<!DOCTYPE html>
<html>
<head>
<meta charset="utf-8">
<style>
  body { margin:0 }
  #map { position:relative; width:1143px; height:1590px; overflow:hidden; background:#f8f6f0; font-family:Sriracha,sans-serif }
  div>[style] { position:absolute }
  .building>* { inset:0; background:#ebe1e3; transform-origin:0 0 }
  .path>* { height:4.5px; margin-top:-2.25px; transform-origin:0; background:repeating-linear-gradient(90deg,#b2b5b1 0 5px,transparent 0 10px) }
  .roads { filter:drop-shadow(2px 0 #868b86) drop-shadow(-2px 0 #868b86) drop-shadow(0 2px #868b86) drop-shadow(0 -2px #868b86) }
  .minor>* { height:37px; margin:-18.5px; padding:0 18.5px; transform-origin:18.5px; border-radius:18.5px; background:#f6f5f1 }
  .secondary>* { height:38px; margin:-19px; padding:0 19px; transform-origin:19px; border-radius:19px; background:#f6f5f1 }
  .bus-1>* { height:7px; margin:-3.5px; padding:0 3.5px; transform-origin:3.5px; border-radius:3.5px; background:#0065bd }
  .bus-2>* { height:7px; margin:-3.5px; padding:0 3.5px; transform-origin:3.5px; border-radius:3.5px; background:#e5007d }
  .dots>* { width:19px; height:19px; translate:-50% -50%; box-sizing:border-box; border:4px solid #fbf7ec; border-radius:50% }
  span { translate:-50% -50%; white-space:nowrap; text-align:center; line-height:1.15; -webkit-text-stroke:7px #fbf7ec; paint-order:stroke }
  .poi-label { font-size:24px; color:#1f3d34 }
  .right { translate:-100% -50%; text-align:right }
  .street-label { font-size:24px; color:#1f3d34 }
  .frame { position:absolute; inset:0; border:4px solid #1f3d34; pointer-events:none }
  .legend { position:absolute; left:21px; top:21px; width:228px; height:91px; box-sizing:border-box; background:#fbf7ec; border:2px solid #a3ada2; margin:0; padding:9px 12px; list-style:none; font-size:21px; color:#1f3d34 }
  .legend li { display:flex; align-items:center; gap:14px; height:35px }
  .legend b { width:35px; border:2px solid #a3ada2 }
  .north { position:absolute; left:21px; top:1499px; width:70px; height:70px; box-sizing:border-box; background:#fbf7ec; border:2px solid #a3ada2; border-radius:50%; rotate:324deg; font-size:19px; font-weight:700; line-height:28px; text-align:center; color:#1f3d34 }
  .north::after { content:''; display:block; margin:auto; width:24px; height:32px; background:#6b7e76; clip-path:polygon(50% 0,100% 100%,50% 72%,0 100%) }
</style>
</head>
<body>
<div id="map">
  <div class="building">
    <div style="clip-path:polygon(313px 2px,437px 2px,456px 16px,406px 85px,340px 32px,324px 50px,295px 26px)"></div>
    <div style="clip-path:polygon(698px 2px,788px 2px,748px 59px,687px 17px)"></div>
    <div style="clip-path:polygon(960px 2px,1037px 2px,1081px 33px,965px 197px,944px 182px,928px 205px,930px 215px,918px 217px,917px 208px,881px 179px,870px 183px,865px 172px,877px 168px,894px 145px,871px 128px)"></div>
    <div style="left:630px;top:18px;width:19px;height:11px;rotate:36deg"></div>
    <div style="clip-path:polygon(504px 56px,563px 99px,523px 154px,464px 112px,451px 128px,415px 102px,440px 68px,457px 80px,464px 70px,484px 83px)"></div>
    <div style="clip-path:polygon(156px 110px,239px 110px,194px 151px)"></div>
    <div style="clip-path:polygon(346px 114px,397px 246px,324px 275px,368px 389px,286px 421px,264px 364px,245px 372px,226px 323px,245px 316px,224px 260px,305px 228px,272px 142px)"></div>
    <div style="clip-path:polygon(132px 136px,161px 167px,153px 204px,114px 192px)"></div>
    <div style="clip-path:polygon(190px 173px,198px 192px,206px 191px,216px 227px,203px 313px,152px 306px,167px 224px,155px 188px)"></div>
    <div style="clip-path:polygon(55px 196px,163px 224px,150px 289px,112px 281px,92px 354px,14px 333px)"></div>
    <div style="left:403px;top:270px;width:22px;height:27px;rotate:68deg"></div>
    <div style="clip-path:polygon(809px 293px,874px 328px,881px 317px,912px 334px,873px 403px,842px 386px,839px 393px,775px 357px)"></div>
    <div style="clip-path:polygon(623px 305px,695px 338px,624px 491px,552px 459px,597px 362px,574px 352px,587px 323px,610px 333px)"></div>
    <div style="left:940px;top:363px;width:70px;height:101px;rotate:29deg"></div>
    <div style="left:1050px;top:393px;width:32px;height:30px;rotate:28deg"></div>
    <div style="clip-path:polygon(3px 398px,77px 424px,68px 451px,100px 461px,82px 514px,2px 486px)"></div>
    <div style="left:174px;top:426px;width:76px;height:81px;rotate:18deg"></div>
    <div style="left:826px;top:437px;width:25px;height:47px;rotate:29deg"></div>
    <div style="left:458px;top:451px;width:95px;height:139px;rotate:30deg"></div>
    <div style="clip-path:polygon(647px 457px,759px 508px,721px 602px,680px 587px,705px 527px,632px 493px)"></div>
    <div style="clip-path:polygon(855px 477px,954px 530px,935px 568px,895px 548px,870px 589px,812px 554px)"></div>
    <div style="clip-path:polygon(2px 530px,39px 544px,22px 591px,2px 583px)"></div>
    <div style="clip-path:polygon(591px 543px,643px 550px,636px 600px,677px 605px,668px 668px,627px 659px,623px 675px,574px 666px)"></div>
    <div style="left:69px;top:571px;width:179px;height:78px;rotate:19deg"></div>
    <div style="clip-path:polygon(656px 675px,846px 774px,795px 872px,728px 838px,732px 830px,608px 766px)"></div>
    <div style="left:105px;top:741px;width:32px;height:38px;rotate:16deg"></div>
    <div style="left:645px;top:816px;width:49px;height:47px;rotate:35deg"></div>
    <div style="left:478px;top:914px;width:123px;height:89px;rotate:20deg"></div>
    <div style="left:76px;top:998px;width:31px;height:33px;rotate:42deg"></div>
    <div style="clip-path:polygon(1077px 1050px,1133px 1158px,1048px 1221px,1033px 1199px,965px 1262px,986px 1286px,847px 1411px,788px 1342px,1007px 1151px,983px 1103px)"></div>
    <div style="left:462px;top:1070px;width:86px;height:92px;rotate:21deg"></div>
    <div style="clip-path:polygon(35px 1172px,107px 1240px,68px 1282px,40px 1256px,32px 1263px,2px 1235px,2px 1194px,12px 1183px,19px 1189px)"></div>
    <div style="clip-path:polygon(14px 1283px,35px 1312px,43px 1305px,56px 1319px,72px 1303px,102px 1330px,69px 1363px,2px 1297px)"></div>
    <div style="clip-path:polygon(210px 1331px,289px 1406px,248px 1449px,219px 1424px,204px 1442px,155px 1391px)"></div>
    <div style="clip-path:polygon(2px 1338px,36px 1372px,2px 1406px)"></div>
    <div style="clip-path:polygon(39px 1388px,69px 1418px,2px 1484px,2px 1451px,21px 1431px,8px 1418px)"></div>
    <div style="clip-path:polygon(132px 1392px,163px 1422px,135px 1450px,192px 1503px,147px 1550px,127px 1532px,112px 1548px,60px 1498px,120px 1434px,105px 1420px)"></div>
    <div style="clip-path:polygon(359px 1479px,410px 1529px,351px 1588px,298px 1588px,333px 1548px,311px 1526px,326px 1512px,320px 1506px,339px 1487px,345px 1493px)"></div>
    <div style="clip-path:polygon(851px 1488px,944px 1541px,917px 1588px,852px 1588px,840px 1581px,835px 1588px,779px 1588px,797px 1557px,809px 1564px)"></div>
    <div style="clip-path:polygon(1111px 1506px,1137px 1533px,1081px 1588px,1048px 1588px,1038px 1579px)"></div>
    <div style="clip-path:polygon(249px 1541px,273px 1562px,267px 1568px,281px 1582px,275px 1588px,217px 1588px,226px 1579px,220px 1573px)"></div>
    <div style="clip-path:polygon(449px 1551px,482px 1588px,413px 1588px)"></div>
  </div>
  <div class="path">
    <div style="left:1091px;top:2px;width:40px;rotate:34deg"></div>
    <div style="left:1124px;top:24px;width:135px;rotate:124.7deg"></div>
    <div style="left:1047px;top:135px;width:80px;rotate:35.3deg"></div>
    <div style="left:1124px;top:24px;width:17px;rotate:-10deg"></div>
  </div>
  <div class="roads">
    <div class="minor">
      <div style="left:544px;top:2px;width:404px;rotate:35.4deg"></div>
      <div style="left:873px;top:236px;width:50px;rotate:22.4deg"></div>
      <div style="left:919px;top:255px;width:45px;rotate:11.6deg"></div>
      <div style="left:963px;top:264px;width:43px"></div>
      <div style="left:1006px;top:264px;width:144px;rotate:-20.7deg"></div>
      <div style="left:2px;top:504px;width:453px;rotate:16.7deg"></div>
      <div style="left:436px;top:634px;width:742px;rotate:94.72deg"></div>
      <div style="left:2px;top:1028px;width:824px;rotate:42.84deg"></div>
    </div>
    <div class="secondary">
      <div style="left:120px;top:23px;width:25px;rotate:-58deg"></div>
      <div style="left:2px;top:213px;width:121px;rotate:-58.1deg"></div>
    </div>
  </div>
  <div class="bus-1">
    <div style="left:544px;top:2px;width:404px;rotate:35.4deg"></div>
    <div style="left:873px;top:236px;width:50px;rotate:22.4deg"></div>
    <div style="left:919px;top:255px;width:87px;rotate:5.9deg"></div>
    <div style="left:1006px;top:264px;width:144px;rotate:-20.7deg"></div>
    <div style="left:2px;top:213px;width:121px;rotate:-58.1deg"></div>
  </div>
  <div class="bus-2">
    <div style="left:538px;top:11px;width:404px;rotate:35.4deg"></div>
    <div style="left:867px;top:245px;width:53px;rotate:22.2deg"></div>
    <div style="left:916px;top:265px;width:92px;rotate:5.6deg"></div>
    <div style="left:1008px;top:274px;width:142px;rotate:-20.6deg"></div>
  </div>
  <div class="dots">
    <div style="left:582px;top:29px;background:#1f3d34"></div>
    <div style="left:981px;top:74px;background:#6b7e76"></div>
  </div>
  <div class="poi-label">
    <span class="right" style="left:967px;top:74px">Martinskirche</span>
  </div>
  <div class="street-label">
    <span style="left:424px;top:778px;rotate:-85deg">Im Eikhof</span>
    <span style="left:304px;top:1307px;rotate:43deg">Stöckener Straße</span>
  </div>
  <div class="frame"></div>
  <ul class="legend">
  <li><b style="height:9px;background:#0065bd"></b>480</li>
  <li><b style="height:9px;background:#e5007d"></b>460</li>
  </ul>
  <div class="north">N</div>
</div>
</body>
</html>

====

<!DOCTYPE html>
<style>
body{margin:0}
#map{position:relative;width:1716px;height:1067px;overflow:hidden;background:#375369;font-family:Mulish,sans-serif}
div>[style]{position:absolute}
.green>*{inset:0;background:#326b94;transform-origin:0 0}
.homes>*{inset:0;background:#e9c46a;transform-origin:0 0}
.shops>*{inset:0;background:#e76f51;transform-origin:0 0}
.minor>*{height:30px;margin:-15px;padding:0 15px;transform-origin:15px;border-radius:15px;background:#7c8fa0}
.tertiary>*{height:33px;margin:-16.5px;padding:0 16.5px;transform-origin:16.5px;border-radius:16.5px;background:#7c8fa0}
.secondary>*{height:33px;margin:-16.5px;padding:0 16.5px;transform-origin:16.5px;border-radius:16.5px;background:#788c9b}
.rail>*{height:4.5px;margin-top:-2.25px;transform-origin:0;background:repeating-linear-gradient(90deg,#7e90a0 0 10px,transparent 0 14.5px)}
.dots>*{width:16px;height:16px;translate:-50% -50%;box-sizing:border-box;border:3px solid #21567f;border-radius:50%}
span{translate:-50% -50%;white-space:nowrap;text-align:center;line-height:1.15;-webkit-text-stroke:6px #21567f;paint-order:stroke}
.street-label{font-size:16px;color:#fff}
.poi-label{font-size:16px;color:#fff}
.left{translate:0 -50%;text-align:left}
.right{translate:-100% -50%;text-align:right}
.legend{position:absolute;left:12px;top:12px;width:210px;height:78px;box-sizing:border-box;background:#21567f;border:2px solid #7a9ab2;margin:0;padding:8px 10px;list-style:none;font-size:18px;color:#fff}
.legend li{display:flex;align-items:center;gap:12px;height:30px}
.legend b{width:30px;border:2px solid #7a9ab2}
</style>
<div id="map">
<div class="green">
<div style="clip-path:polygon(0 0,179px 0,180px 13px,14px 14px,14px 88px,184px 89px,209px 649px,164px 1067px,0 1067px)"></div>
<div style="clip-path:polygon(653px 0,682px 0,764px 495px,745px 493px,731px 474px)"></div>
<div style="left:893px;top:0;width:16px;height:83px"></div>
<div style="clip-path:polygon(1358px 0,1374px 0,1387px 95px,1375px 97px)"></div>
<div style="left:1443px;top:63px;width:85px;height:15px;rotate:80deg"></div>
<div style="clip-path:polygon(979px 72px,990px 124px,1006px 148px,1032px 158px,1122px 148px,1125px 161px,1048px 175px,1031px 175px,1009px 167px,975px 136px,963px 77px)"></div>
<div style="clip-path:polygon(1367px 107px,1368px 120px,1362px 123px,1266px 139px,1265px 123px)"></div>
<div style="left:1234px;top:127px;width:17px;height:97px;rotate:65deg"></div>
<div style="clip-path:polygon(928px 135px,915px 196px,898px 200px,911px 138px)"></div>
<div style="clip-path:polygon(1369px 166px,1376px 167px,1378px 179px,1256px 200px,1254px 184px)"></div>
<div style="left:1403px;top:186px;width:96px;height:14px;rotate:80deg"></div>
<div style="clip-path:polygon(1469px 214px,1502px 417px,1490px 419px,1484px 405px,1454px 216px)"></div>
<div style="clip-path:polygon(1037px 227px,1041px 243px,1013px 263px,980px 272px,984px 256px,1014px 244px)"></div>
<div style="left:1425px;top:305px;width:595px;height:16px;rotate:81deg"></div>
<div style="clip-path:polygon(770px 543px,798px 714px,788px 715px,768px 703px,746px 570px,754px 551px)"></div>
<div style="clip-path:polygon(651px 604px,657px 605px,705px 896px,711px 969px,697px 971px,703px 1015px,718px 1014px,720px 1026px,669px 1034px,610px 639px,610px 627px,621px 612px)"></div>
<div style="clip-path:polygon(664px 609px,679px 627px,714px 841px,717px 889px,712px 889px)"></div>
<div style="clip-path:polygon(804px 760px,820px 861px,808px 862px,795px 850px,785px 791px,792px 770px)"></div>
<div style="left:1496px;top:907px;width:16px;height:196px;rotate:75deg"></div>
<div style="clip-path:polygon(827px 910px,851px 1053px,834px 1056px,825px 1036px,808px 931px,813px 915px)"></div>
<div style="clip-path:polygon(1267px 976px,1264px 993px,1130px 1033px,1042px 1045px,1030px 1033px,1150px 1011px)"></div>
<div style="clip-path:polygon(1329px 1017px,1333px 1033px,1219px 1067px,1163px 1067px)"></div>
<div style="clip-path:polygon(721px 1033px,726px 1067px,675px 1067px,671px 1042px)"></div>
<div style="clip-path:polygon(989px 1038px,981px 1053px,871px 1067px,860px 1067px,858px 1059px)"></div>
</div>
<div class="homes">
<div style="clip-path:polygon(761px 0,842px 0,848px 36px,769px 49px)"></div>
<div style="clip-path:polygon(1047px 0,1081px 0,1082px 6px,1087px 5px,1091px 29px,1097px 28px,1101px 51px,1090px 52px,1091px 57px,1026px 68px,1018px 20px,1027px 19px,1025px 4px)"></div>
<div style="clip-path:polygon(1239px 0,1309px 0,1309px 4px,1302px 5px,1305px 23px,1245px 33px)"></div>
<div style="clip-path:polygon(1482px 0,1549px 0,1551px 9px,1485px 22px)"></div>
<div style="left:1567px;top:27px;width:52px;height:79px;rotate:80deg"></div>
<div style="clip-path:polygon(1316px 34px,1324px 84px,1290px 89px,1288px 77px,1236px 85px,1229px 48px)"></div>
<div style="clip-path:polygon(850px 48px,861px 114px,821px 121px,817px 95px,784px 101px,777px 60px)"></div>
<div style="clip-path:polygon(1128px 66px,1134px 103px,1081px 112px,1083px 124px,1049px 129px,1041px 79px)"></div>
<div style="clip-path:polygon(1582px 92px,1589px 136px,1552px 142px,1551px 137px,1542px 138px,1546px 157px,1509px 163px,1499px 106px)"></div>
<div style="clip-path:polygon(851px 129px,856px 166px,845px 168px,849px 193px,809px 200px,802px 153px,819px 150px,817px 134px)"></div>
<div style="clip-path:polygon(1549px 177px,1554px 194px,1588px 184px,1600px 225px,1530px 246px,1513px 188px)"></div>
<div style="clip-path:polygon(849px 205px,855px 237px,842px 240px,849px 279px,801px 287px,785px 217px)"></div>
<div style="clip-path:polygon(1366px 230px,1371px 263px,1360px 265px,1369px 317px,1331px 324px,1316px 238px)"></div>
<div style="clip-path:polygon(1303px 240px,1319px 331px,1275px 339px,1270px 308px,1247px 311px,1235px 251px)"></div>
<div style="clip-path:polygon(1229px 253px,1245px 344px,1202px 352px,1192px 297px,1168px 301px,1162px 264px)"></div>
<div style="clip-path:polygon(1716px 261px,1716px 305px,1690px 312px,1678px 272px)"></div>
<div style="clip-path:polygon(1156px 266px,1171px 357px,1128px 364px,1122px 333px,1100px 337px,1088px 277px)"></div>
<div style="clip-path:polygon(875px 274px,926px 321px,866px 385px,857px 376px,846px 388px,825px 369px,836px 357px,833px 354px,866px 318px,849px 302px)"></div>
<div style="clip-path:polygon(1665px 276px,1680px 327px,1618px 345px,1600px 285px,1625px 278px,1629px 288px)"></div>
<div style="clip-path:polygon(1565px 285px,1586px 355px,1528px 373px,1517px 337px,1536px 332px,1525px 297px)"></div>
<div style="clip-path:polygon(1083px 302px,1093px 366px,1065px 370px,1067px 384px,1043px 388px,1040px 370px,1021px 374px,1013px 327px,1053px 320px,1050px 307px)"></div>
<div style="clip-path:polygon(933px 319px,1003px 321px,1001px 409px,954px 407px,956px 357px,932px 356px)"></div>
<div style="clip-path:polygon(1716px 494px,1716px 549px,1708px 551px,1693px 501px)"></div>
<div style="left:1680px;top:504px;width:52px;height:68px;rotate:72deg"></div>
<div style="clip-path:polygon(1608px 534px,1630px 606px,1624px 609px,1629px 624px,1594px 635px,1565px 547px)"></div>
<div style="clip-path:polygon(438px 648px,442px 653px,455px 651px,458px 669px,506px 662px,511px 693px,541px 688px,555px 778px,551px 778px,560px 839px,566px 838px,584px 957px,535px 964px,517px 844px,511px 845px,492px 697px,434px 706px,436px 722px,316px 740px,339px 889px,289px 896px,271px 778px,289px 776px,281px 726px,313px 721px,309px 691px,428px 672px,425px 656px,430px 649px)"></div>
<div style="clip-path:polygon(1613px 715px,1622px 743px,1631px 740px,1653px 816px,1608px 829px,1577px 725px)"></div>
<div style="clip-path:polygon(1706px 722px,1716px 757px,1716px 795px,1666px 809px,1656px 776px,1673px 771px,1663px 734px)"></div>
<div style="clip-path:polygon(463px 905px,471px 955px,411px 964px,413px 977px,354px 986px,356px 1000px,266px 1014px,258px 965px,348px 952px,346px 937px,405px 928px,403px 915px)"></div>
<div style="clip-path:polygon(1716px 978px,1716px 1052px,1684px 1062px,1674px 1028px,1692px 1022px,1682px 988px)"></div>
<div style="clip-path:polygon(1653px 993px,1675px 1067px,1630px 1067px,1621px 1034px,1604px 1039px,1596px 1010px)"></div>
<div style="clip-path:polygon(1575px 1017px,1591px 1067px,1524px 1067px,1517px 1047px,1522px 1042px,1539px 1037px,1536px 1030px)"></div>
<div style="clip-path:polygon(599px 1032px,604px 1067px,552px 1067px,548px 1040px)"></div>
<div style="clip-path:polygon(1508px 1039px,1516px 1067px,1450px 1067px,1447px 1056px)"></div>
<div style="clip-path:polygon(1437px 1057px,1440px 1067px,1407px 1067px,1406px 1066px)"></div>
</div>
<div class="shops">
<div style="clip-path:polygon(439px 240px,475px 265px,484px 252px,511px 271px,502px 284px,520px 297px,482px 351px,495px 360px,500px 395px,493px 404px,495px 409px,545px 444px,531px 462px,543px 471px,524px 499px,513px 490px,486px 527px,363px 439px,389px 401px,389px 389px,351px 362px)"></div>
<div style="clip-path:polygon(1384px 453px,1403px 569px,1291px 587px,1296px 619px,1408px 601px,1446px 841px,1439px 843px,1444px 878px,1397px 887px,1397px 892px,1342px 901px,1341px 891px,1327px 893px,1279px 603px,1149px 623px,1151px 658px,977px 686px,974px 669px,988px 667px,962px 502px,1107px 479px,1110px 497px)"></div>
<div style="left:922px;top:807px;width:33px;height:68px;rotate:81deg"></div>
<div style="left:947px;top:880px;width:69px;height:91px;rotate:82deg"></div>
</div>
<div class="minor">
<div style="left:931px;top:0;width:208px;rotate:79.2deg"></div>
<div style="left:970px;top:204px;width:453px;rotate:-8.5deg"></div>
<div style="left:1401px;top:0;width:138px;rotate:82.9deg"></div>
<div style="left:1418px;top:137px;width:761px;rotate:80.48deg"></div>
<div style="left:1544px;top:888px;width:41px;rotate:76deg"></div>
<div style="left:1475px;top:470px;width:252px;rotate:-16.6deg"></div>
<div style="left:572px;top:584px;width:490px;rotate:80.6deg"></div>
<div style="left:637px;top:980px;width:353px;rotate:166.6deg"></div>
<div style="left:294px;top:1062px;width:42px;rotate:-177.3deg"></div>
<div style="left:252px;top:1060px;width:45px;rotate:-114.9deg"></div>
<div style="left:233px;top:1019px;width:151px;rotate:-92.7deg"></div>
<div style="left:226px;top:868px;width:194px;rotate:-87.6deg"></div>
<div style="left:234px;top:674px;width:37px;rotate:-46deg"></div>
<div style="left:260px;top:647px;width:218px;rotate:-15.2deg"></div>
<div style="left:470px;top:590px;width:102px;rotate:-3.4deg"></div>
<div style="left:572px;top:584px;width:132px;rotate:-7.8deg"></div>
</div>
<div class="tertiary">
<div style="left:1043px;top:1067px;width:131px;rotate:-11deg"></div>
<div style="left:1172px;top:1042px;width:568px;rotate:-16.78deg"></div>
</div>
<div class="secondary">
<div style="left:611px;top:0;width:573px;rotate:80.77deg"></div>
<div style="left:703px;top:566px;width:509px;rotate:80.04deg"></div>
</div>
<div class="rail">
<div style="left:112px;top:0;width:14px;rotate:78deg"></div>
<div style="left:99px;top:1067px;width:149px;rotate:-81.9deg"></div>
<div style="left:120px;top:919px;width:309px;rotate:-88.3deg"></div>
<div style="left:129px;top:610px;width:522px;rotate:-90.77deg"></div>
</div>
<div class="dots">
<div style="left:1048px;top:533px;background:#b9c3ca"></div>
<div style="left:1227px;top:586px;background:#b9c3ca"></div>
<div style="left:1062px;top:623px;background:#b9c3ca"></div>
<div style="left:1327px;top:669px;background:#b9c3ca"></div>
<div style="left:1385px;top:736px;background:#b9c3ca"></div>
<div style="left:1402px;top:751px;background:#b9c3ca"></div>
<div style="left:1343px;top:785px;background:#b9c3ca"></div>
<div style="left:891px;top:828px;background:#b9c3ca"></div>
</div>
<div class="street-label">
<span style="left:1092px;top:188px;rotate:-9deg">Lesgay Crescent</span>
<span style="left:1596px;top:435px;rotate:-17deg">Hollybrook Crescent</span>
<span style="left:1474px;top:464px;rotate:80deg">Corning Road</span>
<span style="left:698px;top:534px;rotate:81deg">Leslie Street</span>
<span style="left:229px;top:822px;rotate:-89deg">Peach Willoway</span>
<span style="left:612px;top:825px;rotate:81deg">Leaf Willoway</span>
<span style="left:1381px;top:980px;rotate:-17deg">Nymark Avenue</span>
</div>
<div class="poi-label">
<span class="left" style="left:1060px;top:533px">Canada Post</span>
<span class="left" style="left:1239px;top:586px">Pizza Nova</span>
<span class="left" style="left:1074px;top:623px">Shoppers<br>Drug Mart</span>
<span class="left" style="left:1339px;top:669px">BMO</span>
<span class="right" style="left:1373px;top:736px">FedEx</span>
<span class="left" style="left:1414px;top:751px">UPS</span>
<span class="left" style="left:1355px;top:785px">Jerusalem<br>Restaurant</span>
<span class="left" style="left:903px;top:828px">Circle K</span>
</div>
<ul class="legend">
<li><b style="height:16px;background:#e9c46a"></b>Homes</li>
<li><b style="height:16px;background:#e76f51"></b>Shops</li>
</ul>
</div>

====

#### Exercise
Output, from the data above, the lines from the line with "translate:-100% -50%; text-align:right" to the line with "display:flex; align-items:center; gap:14px;" exactly as they stand, both ends included and nothing else.

#### Task output
  .right { translate:-100% -50%; text-align:right }
  .street-label { font-size:24px; color:#1f3d34 }
  .frame { position:absolute; inset:0; border:4px solid #1f3d34; pointer-events:none }
  .legend { position:absolute; left:21px; top:21px; width:228px; height:91px; box-sizing:border-box; background:#fbf7ec; border:2px solid #a3ada2; margin:0; padding:9px 12px; list-style:none; font-size:21px; color:#1f3d34 }
  .legend li { display:flex; align-items:center; gap:14px; height:35px }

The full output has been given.